* [Exercise objective]: Return the lines below that carry the word "Boaventura".

* [Supplied material]:

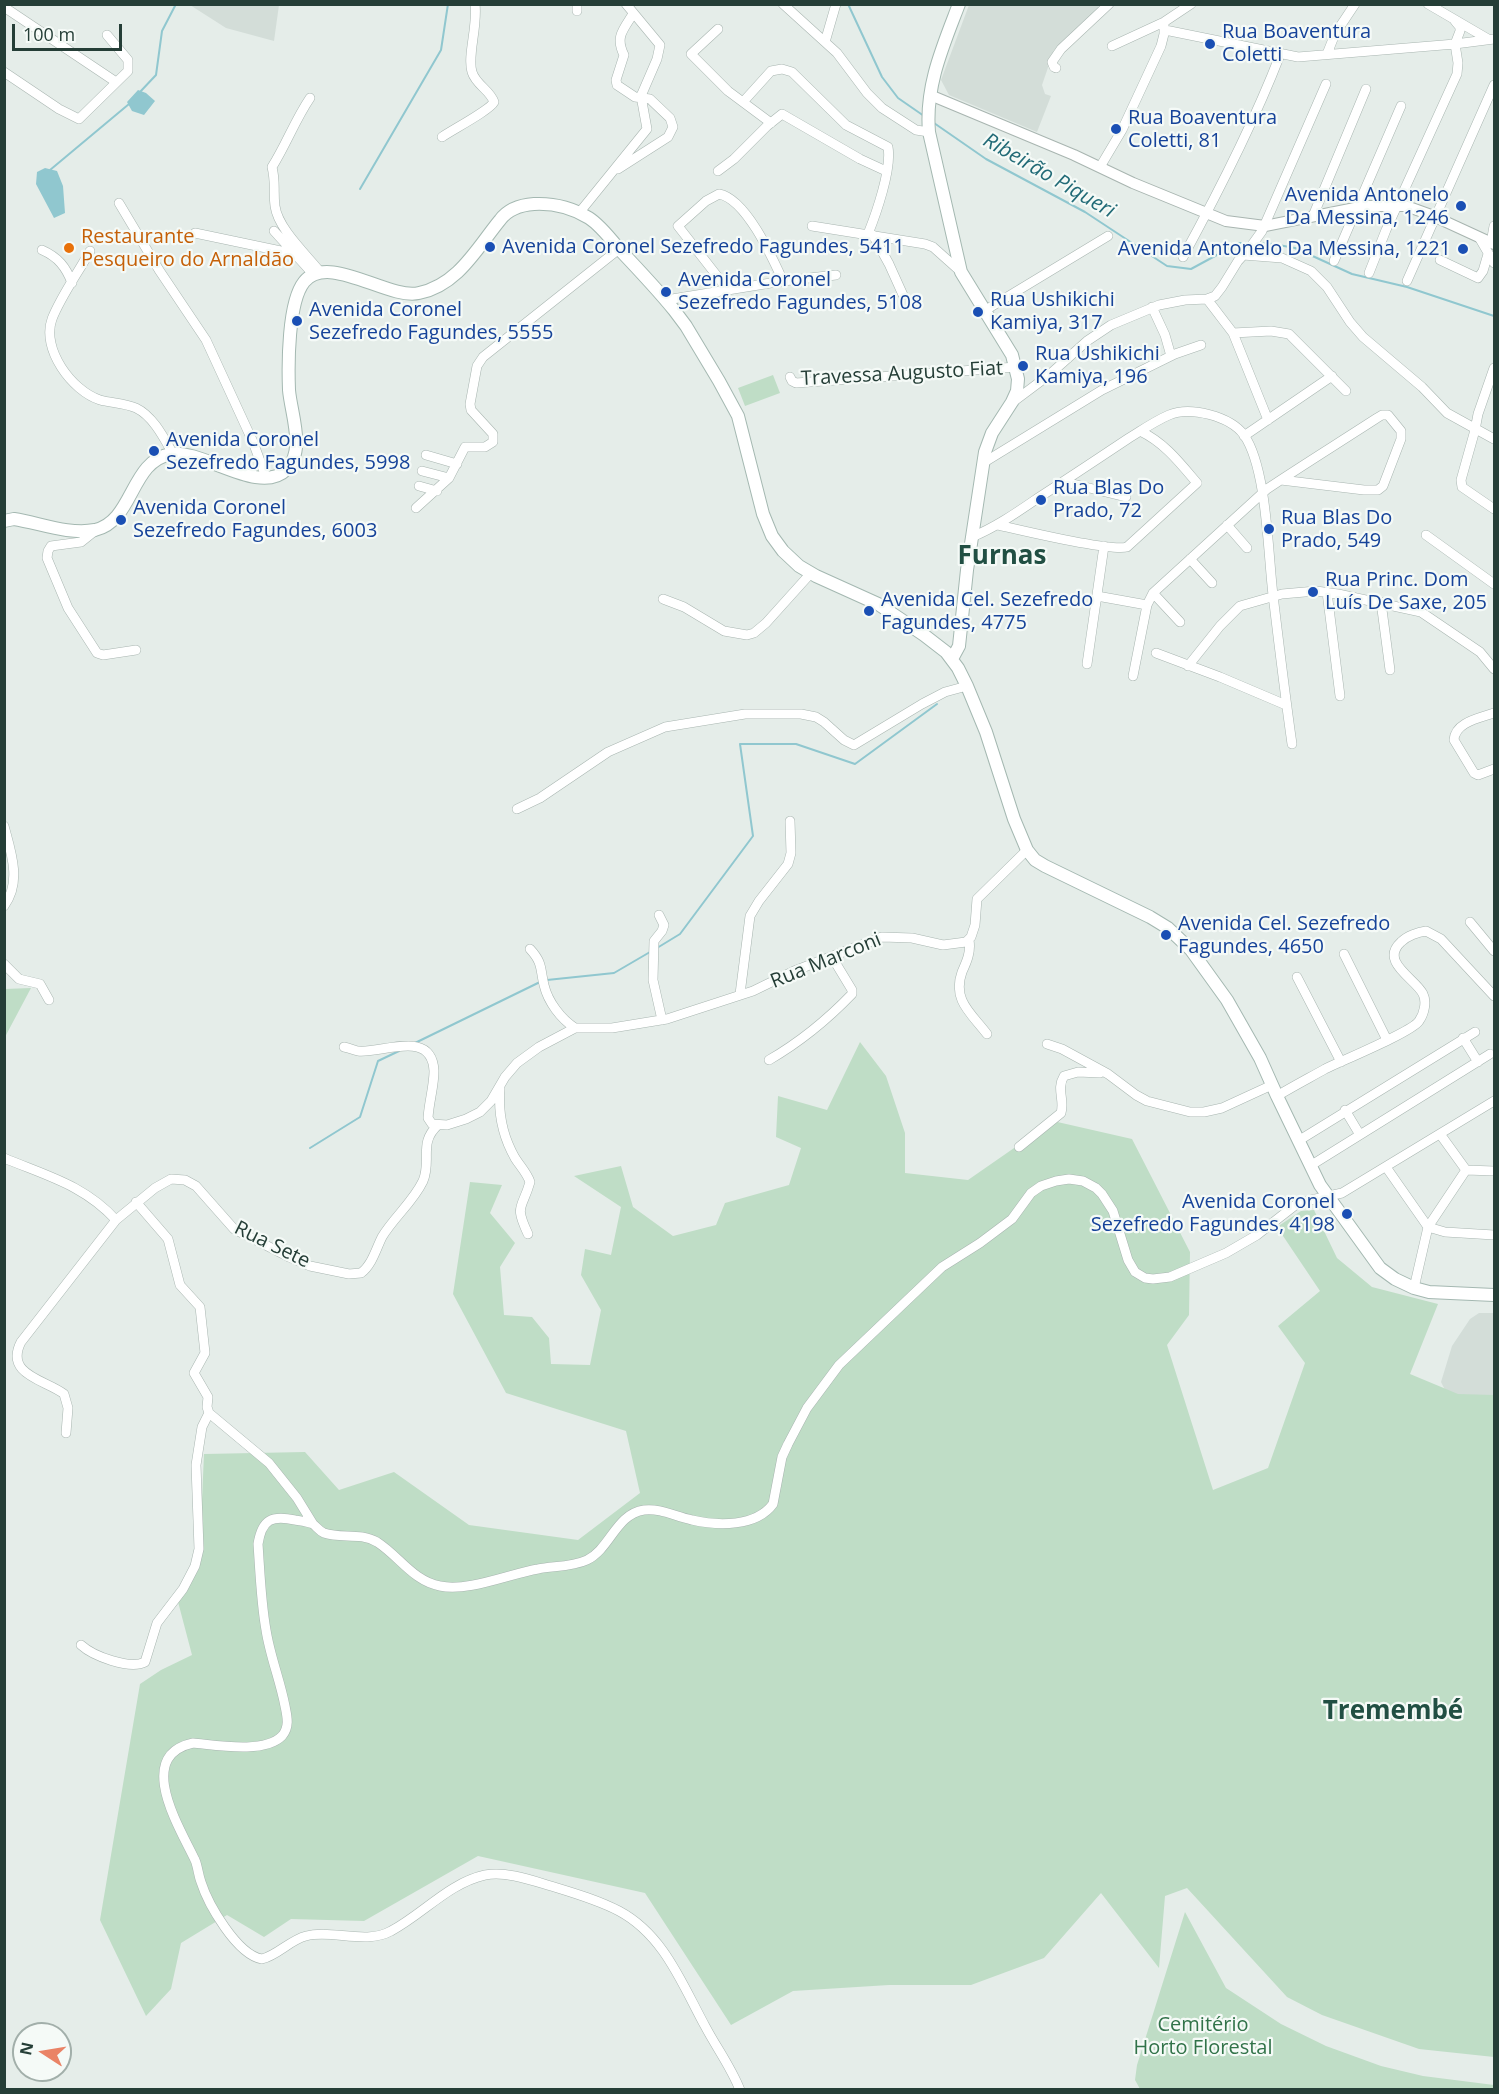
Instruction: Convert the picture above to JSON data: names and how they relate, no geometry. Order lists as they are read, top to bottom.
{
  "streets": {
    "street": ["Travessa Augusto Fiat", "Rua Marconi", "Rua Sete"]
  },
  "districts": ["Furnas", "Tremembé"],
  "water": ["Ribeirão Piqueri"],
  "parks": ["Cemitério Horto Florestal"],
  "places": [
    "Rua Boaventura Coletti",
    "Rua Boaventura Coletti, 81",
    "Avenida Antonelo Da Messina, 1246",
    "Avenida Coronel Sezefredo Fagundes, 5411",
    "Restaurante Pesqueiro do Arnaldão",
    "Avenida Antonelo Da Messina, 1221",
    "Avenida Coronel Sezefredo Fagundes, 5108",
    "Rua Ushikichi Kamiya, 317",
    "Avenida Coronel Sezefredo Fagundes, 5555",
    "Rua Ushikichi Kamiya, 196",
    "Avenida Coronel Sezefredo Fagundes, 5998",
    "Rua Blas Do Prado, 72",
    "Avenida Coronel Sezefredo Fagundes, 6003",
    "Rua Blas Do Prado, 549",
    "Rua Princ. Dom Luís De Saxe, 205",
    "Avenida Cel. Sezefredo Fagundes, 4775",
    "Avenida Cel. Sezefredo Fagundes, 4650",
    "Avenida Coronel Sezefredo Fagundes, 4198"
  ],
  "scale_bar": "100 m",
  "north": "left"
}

* [Exercise output]:
    "Rua Boaventura Coletti",
    "Rua Boaventura Coletti, 81",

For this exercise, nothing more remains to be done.